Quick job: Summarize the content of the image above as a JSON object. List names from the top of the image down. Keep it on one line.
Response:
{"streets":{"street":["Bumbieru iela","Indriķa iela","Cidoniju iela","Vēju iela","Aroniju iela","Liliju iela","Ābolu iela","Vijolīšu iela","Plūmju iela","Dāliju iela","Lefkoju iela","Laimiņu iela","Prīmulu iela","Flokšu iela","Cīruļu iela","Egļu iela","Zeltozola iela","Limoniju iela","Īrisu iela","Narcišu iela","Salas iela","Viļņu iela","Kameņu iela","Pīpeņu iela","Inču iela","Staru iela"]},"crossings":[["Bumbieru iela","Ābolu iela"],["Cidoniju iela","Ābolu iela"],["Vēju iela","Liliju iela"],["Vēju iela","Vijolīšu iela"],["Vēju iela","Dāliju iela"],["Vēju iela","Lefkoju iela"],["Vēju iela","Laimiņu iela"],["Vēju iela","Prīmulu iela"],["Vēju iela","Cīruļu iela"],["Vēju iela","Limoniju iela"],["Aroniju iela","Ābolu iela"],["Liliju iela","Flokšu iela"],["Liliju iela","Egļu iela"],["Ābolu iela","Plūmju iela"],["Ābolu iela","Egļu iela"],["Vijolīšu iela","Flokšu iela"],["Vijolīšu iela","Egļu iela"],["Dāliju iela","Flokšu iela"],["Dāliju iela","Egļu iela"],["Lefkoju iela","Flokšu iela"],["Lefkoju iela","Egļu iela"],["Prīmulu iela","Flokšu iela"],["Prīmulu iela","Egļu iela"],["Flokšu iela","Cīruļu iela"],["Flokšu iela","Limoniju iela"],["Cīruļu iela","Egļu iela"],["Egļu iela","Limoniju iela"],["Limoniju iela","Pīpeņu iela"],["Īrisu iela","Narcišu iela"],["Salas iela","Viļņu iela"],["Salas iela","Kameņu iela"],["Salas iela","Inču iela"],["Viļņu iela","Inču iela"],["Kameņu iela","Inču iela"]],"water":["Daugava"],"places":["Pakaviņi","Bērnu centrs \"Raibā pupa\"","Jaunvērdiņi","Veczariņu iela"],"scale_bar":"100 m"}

> _Exercise_
Keep every word as given and return the full listing.

> _Solution_
Quick job: Summarize the content of the image above as a JSON object. List names from the top of the image down. Keep it on one line.
Response:
{"streets":{"street":["Bumbieru iela","Indriķa iela","Cidoniju iela","Vēju iela","Aroniju iela","Liliju iela","Ābolu iela","Vijolīšu iela","Plūmju iela","Dāliju iela","Lefkoju iela","Laimiņu iela","Prīmulu iela","Flokšu iela","Cīruļu iela","Egļu iela","Zeltozola iela","Limoniju iela","Īrisu iela","Narcišu iela","Salas iela","Viļņu iela","Kameņu iela","Pīpeņu iela","Inču iela","Staru iela"]},"crossings":[["Bumbieru iela","Ābolu iela"],["Cidoniju iela","Ābolu iela"],["Vēju iela","Liliju iela"],["Vēju iela","Vijolīšu iela"],["Vēju iela","Dāliju iela"],["Vēju iela","Lefkoju iela"],["Vēju iela","Laimiņu iela"],["Vēju iela","Prīmulu iela"],["Vēju iela","Cīruļu iela"],["Vēju iela","Limoniju iela"],["Aroniju iela","Ābolu iela"],["Liliju iela","Flokšu iela"],["Liliju iela","Egļu iela"],["Ābolu iela","Plūmju iela"],["Ābolu iela","Egļu iela"],["Vijolīšu iela","Flokšu iela"],["Vijolīšu iela","Egļu iela"],["Dāliju iela","Flokšu iela"],["Dāliju iela","Egļu iela"],["Lefkoju iela","Flokšu iela"],["Lefkoju iela","Egļu iela"],["Prīmulu iela","Flokšu iela"],["Prīmulu iela","Egļu iela"],["Flokšu iela","Cīruļu iela"],["Flokšu iela","Limoniju iela"],["Cīruļu iela","Egļu iela"],["Egļu iela","Limoniju iela"],["Limoniju iela","Pīpeņu iela"],["Īrisu iela","Narcišu iela"],["Salas iela","Viļņu iela"],["Salas iela","Kameņu iela"],["Salas iela","Inču iela"],["Viļņu iela","Inču iela"],["Kameņu iela","Inču iela"]],"water":["Daugava"],"places":["Pakaviņi","Bērnu centrs \"Raibā pupa\"","Jaunvērdiņi","Veczariņu iela"],"scale_bar":"100 m"}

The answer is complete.